Despite supply falling to historically low levels at the end of 2019, with fewer than 43 properties per estate agency branch, the RICS UK Residential Survey for January suggests that new instructions are increasing.
In December, the net balance for new enquires stood at +11% following six months of significant decline and contraction as sellers steered clear of a politically volatile property sector.
This figure has jumped to +19% in January, suggesting confidence is returning to the market and sellers and housing stock is finally returning.
Buyer enquiries are rising in line with fresh housing stock as the net balance for new buyers increased from +19% in December to +23% at the start of the new decade.
Following a four month period of decline, agreed sales rose for the second consecutive month, spiking at +21% of respondents.
Given the stronger market activity, the report has highlighted a distinct uplift in house price growth with December’s -2% rising significantly to +17% in January.
63% of survey respondents noted that homes priced below £500,000 are coming in at least level with housing prices.

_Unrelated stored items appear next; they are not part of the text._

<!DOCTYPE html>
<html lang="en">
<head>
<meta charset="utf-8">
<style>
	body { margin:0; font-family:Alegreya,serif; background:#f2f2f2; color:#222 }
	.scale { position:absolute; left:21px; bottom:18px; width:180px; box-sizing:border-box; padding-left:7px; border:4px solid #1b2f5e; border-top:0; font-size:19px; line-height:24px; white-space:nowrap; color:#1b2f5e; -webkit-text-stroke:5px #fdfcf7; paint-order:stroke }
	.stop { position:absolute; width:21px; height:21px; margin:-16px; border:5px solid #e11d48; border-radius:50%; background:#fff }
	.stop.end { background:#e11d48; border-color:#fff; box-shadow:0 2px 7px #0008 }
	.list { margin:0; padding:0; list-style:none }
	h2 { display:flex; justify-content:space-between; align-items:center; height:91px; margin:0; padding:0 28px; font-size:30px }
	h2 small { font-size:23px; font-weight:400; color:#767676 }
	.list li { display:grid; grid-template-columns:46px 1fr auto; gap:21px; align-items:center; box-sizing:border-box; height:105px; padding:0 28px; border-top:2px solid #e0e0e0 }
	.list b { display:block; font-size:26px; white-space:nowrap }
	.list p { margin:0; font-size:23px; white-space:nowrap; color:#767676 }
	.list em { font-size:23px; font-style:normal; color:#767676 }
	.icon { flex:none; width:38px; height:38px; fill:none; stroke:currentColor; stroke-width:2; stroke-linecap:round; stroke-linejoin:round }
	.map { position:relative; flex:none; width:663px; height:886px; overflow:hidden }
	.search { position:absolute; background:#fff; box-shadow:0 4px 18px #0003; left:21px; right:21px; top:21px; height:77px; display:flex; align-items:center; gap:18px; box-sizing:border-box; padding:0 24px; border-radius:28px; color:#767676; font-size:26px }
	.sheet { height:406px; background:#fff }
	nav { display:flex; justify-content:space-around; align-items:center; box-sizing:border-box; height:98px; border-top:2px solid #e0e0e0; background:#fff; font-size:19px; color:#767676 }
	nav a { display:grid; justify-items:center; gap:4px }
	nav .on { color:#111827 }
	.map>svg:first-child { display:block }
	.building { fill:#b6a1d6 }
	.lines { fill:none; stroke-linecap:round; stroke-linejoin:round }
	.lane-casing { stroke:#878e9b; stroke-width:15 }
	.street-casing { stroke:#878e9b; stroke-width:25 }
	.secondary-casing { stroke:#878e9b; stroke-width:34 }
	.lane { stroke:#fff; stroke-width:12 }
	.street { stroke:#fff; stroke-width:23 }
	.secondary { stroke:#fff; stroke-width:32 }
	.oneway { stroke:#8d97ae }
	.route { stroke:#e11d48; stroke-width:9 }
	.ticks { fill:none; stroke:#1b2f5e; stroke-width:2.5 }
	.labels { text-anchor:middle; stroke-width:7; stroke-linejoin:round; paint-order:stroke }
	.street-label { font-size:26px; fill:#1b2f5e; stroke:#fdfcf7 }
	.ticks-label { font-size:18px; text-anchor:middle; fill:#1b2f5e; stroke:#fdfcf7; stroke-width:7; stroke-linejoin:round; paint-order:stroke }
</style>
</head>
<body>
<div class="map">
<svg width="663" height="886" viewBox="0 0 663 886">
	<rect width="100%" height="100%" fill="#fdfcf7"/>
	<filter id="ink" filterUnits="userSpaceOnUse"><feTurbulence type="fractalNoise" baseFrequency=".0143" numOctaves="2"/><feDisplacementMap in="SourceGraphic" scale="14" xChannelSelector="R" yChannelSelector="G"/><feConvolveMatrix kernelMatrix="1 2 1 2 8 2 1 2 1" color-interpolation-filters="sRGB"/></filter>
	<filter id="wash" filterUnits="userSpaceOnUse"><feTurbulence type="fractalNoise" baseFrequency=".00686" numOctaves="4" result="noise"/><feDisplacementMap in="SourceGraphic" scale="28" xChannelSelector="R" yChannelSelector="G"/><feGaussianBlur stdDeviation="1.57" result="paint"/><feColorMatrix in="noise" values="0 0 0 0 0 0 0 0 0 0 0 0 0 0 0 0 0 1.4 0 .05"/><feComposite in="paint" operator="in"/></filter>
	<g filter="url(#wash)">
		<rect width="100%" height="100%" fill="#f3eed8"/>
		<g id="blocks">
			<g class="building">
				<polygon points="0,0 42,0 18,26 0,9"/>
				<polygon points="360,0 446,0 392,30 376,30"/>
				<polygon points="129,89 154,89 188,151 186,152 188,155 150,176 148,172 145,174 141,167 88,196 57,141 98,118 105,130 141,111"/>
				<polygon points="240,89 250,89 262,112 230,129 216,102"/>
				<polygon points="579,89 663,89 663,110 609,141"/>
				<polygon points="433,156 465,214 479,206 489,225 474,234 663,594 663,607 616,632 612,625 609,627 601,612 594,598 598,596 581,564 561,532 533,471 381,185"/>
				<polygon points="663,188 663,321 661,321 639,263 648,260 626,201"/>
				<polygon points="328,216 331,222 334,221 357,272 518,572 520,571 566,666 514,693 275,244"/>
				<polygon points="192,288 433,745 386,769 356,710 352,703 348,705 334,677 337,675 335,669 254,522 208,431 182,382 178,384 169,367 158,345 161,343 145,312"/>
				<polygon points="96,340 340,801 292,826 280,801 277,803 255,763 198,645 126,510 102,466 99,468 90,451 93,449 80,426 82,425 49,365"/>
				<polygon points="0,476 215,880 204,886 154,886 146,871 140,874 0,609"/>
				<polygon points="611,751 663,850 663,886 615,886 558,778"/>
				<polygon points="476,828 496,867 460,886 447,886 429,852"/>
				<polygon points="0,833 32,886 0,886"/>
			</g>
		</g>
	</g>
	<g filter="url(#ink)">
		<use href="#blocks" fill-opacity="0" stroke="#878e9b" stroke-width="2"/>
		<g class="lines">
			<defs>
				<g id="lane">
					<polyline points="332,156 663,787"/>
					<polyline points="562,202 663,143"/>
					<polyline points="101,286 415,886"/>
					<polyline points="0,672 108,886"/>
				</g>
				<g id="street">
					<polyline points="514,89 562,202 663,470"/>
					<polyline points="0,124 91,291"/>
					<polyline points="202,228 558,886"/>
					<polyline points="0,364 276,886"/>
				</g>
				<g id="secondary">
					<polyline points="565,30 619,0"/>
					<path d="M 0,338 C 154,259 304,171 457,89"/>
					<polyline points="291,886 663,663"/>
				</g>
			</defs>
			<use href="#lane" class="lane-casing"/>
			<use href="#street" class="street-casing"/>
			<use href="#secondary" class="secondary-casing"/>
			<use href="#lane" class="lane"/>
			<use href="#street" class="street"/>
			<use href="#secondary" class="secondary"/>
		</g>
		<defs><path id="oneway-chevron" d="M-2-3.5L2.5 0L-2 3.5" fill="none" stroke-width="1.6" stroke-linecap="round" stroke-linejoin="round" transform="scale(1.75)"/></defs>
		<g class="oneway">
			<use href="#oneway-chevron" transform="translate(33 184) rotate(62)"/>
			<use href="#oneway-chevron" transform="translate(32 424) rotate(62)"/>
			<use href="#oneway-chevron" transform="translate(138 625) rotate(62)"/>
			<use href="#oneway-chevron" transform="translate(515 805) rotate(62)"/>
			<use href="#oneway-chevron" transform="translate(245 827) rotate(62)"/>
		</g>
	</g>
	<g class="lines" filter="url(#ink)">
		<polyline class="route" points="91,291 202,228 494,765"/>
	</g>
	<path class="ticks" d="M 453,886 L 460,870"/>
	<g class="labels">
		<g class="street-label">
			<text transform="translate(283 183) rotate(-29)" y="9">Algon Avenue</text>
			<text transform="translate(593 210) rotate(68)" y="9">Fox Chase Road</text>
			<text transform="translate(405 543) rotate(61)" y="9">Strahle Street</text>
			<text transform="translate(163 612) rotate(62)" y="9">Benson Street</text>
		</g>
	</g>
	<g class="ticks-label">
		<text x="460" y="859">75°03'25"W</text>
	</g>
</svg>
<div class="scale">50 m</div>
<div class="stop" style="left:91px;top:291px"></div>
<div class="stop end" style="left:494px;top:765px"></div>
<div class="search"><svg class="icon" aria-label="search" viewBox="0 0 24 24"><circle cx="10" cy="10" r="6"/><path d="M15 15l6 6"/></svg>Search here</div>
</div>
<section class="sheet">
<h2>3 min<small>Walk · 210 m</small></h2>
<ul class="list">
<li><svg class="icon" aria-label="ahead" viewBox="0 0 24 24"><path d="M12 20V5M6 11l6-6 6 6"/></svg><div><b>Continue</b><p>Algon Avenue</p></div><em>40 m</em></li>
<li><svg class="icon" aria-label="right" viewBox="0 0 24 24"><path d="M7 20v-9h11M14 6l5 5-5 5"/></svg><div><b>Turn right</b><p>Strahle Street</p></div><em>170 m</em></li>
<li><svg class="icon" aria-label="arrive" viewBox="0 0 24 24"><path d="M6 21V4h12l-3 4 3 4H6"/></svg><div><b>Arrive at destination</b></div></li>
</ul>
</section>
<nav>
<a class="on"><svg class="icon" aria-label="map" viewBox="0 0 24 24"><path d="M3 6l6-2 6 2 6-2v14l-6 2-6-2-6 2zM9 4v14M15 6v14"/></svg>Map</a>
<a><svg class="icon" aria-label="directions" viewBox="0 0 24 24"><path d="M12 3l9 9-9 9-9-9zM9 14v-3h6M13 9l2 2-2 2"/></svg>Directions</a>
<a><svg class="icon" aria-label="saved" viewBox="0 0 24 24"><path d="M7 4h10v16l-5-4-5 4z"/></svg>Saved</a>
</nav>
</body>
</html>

However, the conditions for more premium property is less optimistic in the current market with 56% reporting that sales prices are coming in below the asking price. Whilst this has fallen from 67% in December, buyers in this sector of the market remain less confident.
In part, this uncertainty is driven by the possibility of stamp duty land tax changes in the March election. Anecdotally, many firms’ buyers are prepared to delay their property purchase until after the budget announcement or offer a lesser price to reflect the stamp duty they are liable for in the present.
Alexander Smith, Capricorn Private Clients senior advisor, said:
“We are seeing this attitude across the board.
“They are looking at the budget to see if there is going to be any more flex on stamp duty. At the same time, we are seeing international buyers keen to get purchases done, in case the government introduces any new taxes that will penalise them.”
With conditions improving and available housing stock returning and increasing, is the government likely to reform stamp duty in the upcoming budget?